Tropas nazistas aguardam pronunciamento de Adolf Hitler - Créditos: Reprodução

do Brasil de Fato

Como a Alemanha lida com o nazismo: para que a história não se repita

Em entrevista exclusiva ao Brasil de Fato, historiador alemão diz ser tolice taxar o nazismo como movimento de esquerda

José Eduardo Bernardes

Brasil de Fato | São Paulo (SP)

Setenta e três anos após a derrota do nazismo, a Alemanha mantém o empenho de explicar os horrores produzidos por Hitler e seus aliados. Segundo o historiador alemão, Daniel Bratanovic, editor do jornal Junge Welt, “desde cedo, a educação nas escolas da Alemanha Oriental era anti-fascista. Em 1968, começou a se falar nas escolas de todo o país”, afirma.

Recentemente, a Embaixada da Alemanha publicou um vídeo explicando como o nazismo era tratado entre os alemães, e recebeu uma enxurrada de comentários de brasileiros. Os internautas afirmavam que o nazismo era ligado às ideologias de esquerda e contestavam o holocausto.
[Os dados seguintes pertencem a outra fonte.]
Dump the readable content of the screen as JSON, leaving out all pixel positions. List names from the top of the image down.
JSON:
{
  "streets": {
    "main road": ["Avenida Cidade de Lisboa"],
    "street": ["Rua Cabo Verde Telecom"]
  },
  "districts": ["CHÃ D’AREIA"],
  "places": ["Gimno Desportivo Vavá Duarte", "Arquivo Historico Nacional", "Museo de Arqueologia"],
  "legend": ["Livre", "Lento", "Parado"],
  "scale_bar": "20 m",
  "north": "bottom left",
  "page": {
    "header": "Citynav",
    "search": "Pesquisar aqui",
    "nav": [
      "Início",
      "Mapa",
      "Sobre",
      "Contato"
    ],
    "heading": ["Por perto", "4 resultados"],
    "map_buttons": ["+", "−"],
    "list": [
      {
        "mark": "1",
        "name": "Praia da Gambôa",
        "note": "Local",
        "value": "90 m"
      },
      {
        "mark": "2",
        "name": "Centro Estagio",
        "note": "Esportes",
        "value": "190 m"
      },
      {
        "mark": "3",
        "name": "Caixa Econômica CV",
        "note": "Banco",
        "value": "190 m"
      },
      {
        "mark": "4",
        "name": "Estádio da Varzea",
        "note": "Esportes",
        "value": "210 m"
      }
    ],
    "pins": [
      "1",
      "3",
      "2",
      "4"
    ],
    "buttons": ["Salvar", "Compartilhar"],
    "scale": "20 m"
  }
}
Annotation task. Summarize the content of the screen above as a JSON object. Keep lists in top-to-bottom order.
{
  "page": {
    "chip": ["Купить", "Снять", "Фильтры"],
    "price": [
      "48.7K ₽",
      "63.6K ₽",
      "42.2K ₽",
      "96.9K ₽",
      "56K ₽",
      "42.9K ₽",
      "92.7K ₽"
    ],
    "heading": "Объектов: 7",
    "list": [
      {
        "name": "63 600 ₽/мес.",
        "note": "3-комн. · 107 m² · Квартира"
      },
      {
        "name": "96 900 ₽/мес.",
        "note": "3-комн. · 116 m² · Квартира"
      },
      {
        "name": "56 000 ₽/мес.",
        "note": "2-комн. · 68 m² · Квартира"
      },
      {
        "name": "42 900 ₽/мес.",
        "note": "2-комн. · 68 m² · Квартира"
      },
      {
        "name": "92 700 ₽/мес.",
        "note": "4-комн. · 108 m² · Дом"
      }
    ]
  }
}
O vídeo da embaixada descreve que, entre os 13 e 15 anos, as crianças apreendem, em sala de aula, os riscos do nazismo. Mas a publicação também lembra que, desde cedo, elas têm contato com as memórias do período do Terceiro Reich andando pelas ruas de cidades alemãs. 

Em entrevista exclusiva ao Brasil de Fato, Bratanovic afirma que “é uma reivindicação tola de que o nazismo poderia ser um movimento de esquerda”. Segundo ele, “o movimento nazista, desde o começo, recebeu dinheiro e suporte de importantes setores militares, também de setores do capital, por exemplo de proprietários de fábricas de aço, preparando a Alemanha para a guerra”.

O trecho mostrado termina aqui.